After Richarlison cost his team a lot in their 2-1 home loss to West Ham on Thursday night, Tottenham fans will run out of words to describe how bad a signing he was for them
Richarlison, 26, was brought into the game in the 67th minute by Ange Postecoglou to replace Pierre-Emile Hojbjerg. It was a going after shot in the dark by the Australian with the game level at 1-1.
After just a few minutes on the field, James Ward-Prowse gave West Ham the lead, but Richarlison missed a big chance to put Tottenham back in control.
Pedro Porro’s intersection was sublime against the Irons and he’d previously laid out up one objective with a corner pointed right onto the head of Cristian Romero in the main half.
Even though Porro played a great ball into the box again shortly after Richarlison came on, the Brazilian missed a great chance at the back post and headed it wide.
It prompted analysis from Alan Shearer, who couldn’t completely accept that the ex-Everton forward missed from that position.
Shearer stated the following on Amazon Prime Video Sport on Thursday, December 7, at 9:42 p.m. It’s an incredible cross yet an unfortunate header. He simply attempts to look it into that close to post.
“He scales all around well however didn’t get his desired association and heads it wide.
“It ought to have been toward the rear of then net.”
Look how close this was from Richarlison!
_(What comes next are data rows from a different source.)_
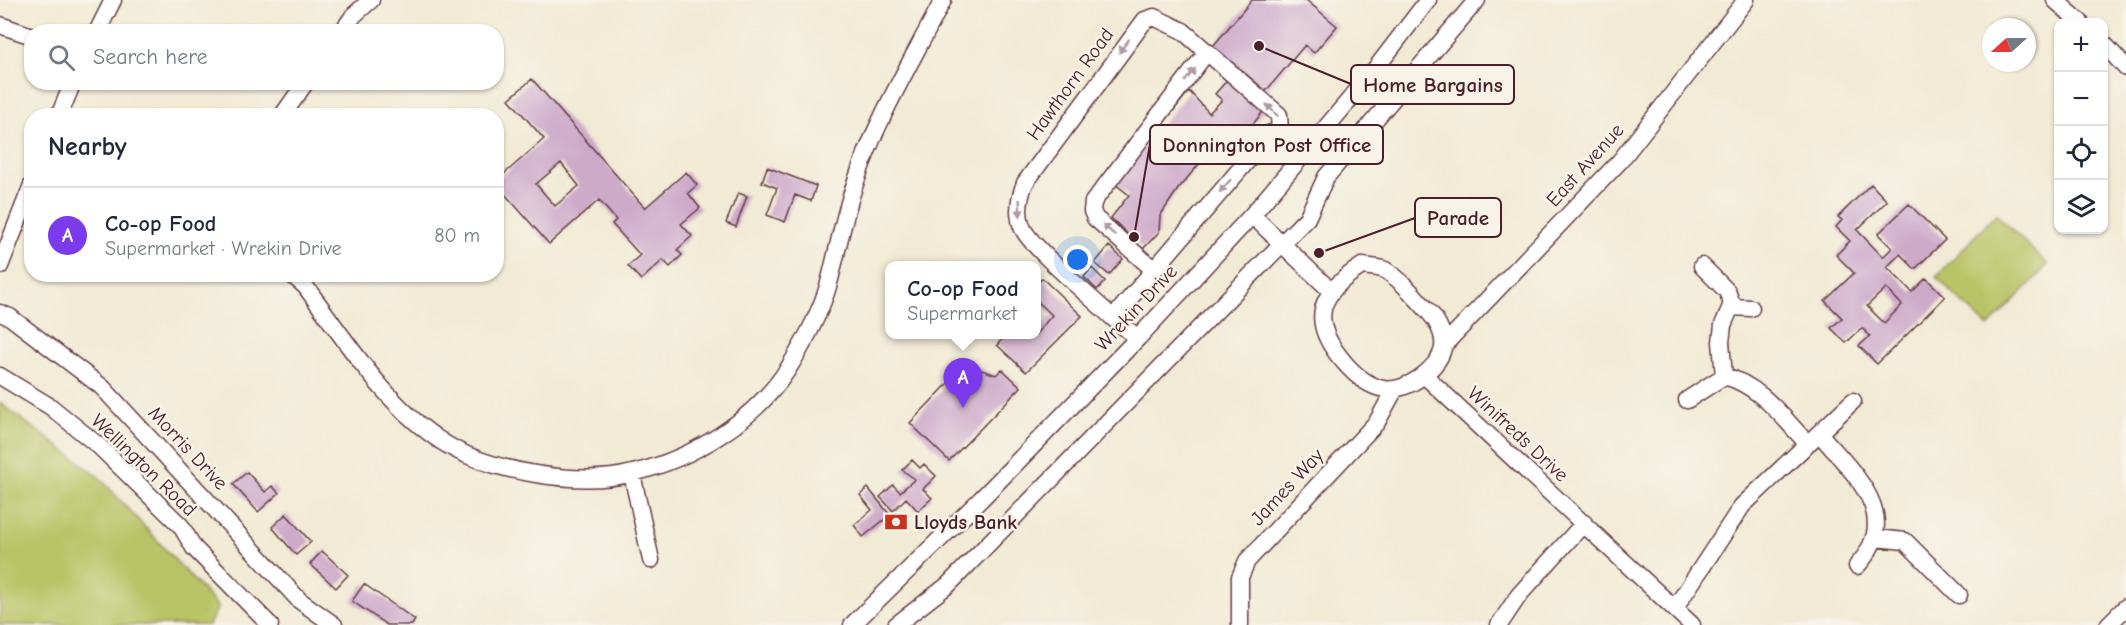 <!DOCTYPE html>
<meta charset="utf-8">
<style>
body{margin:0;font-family:"Comic Neue",sans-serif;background:#f6f6f7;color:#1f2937}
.controls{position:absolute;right:18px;top:18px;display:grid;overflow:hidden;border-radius:12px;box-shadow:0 2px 4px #0004}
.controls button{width:54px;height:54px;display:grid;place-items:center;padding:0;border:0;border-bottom:2px solid #e0e1e3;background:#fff;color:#1f2937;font:30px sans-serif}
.compass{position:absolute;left:1982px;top:18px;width:54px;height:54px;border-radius:50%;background:#fff;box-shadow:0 2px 4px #0004;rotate:249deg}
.you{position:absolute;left:1078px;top:260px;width:21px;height:21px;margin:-15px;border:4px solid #fff;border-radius:50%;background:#1a73e8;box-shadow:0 0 0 9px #1a73e833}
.badge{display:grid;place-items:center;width:39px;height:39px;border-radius:50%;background:#7c3aed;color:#fff;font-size:20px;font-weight:700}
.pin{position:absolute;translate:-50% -50px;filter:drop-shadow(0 2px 3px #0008)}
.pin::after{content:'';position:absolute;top:32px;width:21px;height:18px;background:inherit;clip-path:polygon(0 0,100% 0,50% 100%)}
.popup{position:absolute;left:885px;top:261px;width:156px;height:78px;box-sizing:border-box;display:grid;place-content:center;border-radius:12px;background:#fff;filter:drop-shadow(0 2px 4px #0005);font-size:20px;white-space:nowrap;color:#747a83}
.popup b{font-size:22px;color:#1f2937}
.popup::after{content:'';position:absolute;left:50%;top:100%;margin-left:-12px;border:12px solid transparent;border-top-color:#fff}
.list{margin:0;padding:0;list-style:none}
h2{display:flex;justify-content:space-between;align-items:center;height:78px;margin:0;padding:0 24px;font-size:26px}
h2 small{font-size:20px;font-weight:400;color:#747a83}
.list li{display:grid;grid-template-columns:39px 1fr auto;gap:18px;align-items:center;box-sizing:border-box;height:96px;padding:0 24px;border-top:2px solid #e0e1e3}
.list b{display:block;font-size:22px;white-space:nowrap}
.list p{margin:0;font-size:20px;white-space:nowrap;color:#747a83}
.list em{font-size:20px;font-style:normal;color:#747a83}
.icon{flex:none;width:33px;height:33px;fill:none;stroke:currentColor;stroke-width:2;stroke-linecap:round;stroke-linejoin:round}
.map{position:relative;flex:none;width:2126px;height:625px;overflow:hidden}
.search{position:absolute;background:#fff;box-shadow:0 2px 4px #0004;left:24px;top:24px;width:480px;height:66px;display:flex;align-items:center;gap:15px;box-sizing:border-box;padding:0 21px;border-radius:24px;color:#747a83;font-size:22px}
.panel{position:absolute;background:#fff;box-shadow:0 2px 4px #0004;left:24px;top:108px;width:480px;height:174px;border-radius:24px}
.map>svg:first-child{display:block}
.green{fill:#b8c566;stroke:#817248;stroke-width:1.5}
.building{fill:#cda9ca;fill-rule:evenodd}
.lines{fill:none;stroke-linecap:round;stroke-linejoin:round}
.minor-casing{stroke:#633d44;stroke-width:19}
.minor{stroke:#fff;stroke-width:16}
.oneway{fill:#ae9aa0}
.labels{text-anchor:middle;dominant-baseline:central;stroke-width:5;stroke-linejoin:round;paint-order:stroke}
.street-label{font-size:20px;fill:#4a1f2b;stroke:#f7f3e8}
.poi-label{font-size:20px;font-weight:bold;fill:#4a1f2b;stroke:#f7f3e8;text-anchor:start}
.leader{fill:none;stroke:#4a1f2b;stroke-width:2}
.callout-dot{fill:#4a1f2b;stroke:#f7f3e8;stroke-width:2}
.callout{fill:#f7f3e8;stroke:#4a1f2b;stroke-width:2}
.callout-label{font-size:21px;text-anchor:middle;font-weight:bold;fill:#4a1f2b}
</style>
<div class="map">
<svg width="2126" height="625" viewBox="0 0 2126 625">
<rect width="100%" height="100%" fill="#f7f3e8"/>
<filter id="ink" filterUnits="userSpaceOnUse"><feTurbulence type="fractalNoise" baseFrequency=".0167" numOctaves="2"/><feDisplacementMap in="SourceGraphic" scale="12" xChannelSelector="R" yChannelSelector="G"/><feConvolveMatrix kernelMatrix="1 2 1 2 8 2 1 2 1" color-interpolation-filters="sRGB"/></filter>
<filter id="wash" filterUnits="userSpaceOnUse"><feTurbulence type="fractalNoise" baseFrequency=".008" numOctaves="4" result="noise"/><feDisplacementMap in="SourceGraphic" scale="24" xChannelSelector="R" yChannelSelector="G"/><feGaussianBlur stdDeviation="1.35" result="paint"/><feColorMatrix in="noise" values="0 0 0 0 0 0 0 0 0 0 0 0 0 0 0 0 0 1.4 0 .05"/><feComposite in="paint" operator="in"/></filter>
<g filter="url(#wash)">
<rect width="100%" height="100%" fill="#f1ead4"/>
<path class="green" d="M1996,214L2048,265L1988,327L1936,277Z
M0,403L98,476L218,607L209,625H0Z"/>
<g id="blocks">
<path class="building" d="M1252,0H1306L1337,26L1314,53L1305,45L1266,91L1213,46Z
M1229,78L1265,109L1254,123L1211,150L1178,189L1160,216L1159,232L1143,249L1111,218L1129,195L1115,184L1189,91L1209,113L1222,100L1215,94Z
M532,79L645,208L686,172L697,185L688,193L700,208L681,224L692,236L677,250L682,255L670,267L663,260L641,280L628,266L640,255L612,224L616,220L599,200L549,244L496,184V181L544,139L509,99ZM561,163L579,186L555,206L536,184Z
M767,167L816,186L811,201L795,195L785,222L767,215L777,188L762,182Z
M1871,184L1887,201L1857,230L1883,257L1892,248L1878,234L1909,204L1945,240L1915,269L1900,254L1887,267L1912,292L1926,278L1945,297L1877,364L1859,346L1870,336L1862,328L1846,343L1831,328L1842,318L1825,301L1854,273L1836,255L1850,241L1836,227L1842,220L1838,217ZM1886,288L1902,305L1884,323L1867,306Z
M738,193L747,196L736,227L726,223Z
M1109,246L1123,259L1109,275L1095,263Z
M1092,268L1105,281L1097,290L1084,277Z
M1042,278L1082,316L1026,372L997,345L1007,334H1036L1052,315L1036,300V285Z
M965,366L974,374L979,369L996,375L1002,369L1021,387L949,461L910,423Z
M912,460L920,468L924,464L936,476L923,489L932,498L918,511L906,498L893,511L880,497L893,485L900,492L915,479L902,470Z
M247,472L265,492L272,486L279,493L258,512L233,484Z
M868,488L890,515L863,537L854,525L872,510L860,495Z
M286,514L311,542L296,555L272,527Z
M322,551L348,575L336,588L310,564Z
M364,584L415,620L412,625H387L352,601Z"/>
</g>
</g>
<g filter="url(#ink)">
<use href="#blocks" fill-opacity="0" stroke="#633d44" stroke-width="1.5"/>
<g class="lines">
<g class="minor-casing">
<path id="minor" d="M2055,0L2080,22
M0,25L32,36
M97,32L113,0
M342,32L354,15L371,0
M2104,44L2126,68
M59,116L73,82
M282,116L306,82
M1252,215L1331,291
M0,266L32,185
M1362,266C1369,267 1379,267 1385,270C1401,279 1416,298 1428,311C1437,320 1445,335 1443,348C1439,369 1405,393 1384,389C1367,386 1353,373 1343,361C1308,320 1319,293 1362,266Z
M1702,266L1727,291L1732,304L1723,325L1721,342L1724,376
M1153,269L1095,218L1092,211L1093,202L1207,52
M291,274L305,286C346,340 385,406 444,443C490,472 581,487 633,473C694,458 754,421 788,369C804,343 821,312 829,283C838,249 844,214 856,181C877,118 913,59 943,0
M1731,307L1751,308
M0,313L10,317L102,387L299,600L334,625
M1113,318C1093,299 1033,249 1023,229C1016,214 1019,198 1025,183L1145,20L1154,17L1183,31L1279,115L1280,131L1303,156
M1138,338L1113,318L1271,133L1280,131
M1443,346L1620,161L1746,0
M1424,375L1692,625
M0,376L51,407L100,447L181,526L194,548L270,625
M1687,400L1724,376C1760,385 1783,418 1808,444
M1819,433C1853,474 1904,515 1857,566
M632,474L651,560
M1875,538L1905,541L1959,595
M1675,608L1742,506L1853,401
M852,625L981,499L1138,338L1252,215L1373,72L1428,0
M896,625L948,585L1307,218L1326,177L1477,0
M1240,625V577L1247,561L1377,422L1395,389
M1499,625L1519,595L1584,523
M2108,625L2126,607"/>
</g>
<use href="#minor" class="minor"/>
</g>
<defs><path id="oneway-solid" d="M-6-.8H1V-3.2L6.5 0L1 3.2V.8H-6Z" transform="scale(1.5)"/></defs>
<g class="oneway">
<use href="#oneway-solid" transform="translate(1124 46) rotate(126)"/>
<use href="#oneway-solid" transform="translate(1190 75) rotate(-52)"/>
<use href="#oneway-solid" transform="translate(1272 110) rotate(-134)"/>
<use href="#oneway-solid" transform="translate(1225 186) rotate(131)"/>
<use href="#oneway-solid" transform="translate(1020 208) rotate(88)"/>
<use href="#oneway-solid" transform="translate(1109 230) rotate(-139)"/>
</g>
</g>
<defs>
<g id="bank-bare" transform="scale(1.8)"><path d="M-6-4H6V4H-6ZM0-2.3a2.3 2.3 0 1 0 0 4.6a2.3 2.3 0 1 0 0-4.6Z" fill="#c8321e" stroke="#f7f3e8" stroke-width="2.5" paint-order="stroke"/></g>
</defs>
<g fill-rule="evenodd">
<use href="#bank-bare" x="896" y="522"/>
</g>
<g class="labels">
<g class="street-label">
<text transform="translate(1070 84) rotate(-54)">Hawthorn Road</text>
<text transform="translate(1585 165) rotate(-48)">East Avenue</text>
<text transform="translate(1136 308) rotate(-47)">Wrekin Drive</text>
<text transform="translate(1518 434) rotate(43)">Winifreds Drive</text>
<text transform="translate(188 448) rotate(47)">Morris Drive</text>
<text transform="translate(144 465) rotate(44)">Wellington Road</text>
<text transform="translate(1287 487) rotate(-47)">James Way</text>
</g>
<g class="poi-label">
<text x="914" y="522">Lloyds Bank</text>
</g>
</g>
<path class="leader" d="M1259 46L1351 84M1134 237L1150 144M1319 253L1415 218"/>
<g class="callout-dot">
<circle cx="1259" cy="46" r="6"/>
<circle cx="1134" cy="237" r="6"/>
<circle cx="1319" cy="253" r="6"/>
</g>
<g class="callout">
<rect x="1351" y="65" width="163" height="39" rx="6"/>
<rect x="1150" y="125" width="233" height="39" rx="6"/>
<rect x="1415" y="198" width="86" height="39" rx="6"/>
</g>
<g class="callout-label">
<text x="1433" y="92">Home Bargains</text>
<text x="1267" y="152">Donnington Post Office</text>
<text x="1458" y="225">Parade</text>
</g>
</svg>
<div class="controls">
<button>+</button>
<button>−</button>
<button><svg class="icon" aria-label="locate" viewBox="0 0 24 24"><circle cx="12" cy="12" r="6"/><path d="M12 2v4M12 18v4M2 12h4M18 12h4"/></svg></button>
<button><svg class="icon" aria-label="layers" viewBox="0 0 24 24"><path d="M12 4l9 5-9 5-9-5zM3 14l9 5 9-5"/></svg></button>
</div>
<svg class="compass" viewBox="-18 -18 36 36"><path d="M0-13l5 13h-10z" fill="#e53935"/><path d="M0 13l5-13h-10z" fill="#747a83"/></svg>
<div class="you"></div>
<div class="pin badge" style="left:963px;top:408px">A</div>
<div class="popup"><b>Co-op Food</b>Supermarket</div>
<div class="search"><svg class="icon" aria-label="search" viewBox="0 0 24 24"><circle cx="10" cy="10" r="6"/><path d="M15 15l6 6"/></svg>Search here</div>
<section class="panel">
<h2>Nearby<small></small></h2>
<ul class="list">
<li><span class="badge">A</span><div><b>Co-op Food</b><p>Supermarket · Wrekin Drive</p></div><em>80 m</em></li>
</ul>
</section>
</div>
The Brazilian almost scores his first Spurs goal since September… ????
Watch #TOTWHU LIVE: https://t.co/XBvNsM6diG pic.twitter.com/3fkSAiDoA9
— Amazon Prime Video Sport (@primevideosport) December 7, 2023
Believe it or not, it was anything but a shock to see Richarlison letting Tottenham down once more.
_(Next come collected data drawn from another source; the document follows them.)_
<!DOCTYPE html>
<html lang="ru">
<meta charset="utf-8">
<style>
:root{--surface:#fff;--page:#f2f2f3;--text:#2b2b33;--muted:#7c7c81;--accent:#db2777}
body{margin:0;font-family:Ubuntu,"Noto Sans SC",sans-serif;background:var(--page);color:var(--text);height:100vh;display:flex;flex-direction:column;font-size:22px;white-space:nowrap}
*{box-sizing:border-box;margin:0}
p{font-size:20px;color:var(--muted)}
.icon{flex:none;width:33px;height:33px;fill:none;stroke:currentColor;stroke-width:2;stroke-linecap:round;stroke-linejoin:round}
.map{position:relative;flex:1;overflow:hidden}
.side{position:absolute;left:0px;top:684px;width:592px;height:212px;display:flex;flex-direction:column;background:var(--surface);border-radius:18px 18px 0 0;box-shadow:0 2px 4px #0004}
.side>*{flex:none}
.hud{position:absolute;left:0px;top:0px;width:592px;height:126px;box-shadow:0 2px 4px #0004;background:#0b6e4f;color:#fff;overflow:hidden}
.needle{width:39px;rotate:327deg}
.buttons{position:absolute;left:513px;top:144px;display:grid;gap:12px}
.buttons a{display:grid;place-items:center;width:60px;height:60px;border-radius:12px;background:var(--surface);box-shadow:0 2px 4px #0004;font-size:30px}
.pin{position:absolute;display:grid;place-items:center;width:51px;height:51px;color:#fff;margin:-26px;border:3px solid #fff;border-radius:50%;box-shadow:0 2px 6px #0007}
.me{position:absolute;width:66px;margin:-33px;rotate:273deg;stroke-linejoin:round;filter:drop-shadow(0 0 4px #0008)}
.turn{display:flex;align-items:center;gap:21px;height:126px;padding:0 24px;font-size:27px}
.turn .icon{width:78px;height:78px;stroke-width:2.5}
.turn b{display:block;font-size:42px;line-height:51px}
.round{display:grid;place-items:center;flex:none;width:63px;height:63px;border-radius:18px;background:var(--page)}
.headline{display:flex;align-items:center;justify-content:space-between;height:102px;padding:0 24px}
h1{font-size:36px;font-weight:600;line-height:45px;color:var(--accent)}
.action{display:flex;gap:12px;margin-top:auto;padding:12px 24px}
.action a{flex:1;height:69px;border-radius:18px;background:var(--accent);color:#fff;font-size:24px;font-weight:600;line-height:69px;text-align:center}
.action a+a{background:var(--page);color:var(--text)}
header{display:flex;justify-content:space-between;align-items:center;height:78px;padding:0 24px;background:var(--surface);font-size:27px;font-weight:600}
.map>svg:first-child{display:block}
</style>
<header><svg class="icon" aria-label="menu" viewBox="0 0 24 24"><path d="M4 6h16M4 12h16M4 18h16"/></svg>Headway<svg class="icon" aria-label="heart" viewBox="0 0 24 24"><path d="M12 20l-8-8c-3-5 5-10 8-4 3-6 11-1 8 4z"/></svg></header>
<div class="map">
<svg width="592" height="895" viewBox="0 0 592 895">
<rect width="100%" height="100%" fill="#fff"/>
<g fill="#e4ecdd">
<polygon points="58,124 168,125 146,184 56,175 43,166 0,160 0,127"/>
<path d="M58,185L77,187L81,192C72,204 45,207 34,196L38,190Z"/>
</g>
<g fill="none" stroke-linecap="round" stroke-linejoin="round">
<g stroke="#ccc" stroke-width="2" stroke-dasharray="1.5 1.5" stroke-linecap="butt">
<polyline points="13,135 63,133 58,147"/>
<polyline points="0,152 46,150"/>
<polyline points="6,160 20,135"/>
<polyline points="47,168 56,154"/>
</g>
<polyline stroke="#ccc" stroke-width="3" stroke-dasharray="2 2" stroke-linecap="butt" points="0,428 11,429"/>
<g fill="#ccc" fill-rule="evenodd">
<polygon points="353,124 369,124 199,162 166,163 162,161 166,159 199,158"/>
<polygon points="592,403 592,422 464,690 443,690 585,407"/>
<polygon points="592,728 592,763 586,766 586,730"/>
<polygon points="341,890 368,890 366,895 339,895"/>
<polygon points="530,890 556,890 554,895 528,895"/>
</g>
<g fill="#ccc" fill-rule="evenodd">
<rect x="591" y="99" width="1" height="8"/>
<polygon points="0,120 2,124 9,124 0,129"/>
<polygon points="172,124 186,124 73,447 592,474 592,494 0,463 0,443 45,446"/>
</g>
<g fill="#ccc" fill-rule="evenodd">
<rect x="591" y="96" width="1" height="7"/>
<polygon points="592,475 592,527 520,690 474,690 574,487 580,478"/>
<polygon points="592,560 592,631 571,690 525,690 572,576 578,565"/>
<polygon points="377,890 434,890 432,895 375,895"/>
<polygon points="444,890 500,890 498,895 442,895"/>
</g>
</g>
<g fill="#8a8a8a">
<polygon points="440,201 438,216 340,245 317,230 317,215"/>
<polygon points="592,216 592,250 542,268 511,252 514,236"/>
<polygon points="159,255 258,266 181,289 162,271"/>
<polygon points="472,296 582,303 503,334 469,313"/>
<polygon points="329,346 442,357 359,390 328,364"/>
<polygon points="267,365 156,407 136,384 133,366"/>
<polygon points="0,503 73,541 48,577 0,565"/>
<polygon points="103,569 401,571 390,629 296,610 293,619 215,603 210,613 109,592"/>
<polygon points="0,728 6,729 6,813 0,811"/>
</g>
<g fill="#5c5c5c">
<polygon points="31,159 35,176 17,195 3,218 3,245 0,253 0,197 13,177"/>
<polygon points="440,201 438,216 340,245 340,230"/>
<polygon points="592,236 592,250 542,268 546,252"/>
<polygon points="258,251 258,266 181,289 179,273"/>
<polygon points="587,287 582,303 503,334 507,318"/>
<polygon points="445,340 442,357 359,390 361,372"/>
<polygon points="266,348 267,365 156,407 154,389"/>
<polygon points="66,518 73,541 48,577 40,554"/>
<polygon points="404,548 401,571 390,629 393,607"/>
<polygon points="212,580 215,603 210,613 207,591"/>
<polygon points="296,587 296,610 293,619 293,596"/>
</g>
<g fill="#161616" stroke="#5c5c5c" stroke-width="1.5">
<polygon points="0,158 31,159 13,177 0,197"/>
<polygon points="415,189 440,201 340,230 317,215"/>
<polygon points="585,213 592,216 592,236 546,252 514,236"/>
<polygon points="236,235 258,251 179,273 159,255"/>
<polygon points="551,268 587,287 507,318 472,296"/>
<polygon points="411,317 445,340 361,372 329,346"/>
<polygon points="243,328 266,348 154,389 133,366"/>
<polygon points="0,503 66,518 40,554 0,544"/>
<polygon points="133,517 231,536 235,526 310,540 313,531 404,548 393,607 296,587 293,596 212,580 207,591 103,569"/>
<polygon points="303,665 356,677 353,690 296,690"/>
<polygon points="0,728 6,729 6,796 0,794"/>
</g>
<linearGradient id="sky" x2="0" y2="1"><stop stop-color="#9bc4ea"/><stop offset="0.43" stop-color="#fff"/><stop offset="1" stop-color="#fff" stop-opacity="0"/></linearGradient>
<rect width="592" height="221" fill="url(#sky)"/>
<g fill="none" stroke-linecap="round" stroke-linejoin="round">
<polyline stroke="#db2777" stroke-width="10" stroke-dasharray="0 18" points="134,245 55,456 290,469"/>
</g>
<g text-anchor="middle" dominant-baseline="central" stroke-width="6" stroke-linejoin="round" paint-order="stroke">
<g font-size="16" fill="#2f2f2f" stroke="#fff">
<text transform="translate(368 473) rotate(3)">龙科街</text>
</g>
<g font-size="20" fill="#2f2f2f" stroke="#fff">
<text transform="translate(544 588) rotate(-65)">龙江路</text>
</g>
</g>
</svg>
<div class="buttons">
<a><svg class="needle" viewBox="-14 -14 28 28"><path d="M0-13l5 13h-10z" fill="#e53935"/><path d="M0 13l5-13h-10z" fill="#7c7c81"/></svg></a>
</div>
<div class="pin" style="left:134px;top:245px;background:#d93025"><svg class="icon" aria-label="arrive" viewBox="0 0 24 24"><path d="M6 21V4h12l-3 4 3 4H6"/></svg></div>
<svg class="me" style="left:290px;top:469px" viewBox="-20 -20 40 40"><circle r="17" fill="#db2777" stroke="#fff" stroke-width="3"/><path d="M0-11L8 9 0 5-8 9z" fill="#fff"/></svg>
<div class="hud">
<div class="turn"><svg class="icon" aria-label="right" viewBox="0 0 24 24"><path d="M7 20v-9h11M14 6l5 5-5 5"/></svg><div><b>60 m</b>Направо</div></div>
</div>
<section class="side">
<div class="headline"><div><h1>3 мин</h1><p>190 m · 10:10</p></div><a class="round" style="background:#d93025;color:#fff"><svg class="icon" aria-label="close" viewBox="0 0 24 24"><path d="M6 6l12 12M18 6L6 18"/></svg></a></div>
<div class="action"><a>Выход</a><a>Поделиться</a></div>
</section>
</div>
Despite costing Spurs £60 million a year and a half ago, he has only scored five goals in 48 games across all competitions. What’s more, just two of those objectives have been in the Chief Association.
Before the conflict against West Ham on Thursday, Richarlison had produced a xG of 2.7 in the Chief Association, meaning he’s hugely failing to meet expectations before objective with simply his one objective this term [FBRef].
Last season, in spite of positioning in the 80th percentile for going after midfielders and wingers in the Chief Association for shots each hour and a half [2.41], he positioned in the 22nd percentile for non-punishment objectives with simply 0.09 per 90. His xG, be that as it may, was 0.29 each hour and a half, which was in the 80th percentile.
Richarlison has such countless possibilities yet he’s wasting practically every one of them.
His miss against West Ham created a xG of 0.25 [Sofascore], so he’s presently scored 33% of the objectives he’s intended to have scored in the Chief Association this season.
In addition, Sofascore statistics indicate that Richarlison had just eight touches of the ball in less than half an hour on the field and that he missed one big opportunity and only had zero percent of his two shots hit the target.
Richarlison has been a horrendous getting paperwork done for Tottenham and the sooner the club can move him on and reinvest the assets in somebody who knows how to score for them, the better.